When it was established in 1979, the Islamic regime declared that it wanted to put an end to the domination of the country by Western powers. It also proclaimed itself to be the power of the poor and disadvantaged. But 43 years later :

- Iran is still economically dependent on international capital, as well as on the policies of foreign powers like the US, China and Russia;

- the rich have become increasingly wealthy, and mainly those associated with the theocratic regime.

In an attempt to reaffirm its identity, the regime is neurotically clinging to another of its foundations: the domination of women through, among other things, the tightening of the conditions for wearing the veil.

A will to fight that is not denied

The ostentatious display of wealth by the privileged exacerbates the rage of the youth. At the same time, the worsening of women’s oppression is leading to their desire to put an end to all misogynistic and patriarchal measures.

In addition, the seriousness of the economic crisis has been accompanied since the spring by a rise in social mobilizations.

All this explains why, for more than 50 days, the demonstrations have not weakened. On the contrary, they are becoming more radical, as shown by the omnipresence of slogans demanding an end to the theocracy and directly targeting the Supreme Guide, the paramilitary militias and the Revolutionary Guards (Pasdaran) on whom they depend.

What are the possibile future scenarios?

A blockade of the country by strikes would be the only way to put an end to Mullahrchia. But at this stage, a strike movement in the key sectors of the economy is overdue. The weak structuring of the workers’ movement after decades of dictatorships of the Shah and then the mullahs, as well as the imprisonment of a number of trade unionists (since May for some), explains in large part why the generalization of strikes will take time. But we should not forget that it took two years of struggle to overthrow the Shah.

For the British-Iranian researcher Yassamine Mather, “we are still a long way away from the fall of the regime”, even if “the Islamic Republic of Iran is now facing a major challenge, more serious than at any time in the past 44 years.” [1]

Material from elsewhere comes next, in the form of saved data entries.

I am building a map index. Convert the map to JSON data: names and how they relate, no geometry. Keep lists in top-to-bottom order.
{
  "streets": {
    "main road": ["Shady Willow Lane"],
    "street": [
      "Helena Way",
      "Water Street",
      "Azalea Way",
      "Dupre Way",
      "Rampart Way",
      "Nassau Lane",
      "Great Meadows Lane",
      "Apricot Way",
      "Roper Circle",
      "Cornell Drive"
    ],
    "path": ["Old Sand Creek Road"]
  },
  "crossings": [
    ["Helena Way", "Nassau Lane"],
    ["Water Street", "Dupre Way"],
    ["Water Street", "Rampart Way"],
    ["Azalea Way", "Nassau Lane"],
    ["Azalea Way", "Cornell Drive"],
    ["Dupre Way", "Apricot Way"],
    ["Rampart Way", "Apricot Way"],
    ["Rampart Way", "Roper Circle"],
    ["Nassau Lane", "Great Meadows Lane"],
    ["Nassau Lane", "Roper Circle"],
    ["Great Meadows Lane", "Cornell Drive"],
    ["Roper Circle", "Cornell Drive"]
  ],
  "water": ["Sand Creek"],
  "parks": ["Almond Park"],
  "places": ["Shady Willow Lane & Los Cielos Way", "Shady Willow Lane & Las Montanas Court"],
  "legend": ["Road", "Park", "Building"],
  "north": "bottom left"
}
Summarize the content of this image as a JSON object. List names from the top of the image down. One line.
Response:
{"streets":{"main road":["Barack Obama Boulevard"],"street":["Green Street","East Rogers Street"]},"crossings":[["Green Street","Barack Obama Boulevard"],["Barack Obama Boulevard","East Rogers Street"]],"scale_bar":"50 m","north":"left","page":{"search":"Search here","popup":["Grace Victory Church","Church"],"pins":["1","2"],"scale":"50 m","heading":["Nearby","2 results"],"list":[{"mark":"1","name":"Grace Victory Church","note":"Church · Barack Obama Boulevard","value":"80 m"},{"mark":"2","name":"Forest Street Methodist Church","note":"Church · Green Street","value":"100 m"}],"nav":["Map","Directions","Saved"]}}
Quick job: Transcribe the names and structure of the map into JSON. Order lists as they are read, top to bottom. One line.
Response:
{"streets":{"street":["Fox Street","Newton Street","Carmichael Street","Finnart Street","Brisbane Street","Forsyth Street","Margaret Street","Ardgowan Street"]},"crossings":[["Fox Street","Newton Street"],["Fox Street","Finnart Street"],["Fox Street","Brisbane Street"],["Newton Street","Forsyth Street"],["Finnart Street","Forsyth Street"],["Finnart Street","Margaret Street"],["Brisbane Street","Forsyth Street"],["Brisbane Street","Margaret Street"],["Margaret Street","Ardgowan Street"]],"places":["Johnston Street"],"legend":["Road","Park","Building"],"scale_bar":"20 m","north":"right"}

All indications are that the government has no intention of making concessions. It seems to believe that any search for possible compromises would constitute an admission of weakness, as well as an encouragement to mobilizations. To back down on the veil would also mean losing the support of the most fundamentalist currents in the regime.

In such conditions, we can expect a hardening of a repression that has already caused at least 273 deaths, including children and some twenty teenagers, thousands of injuries, and around 14,000 arrests.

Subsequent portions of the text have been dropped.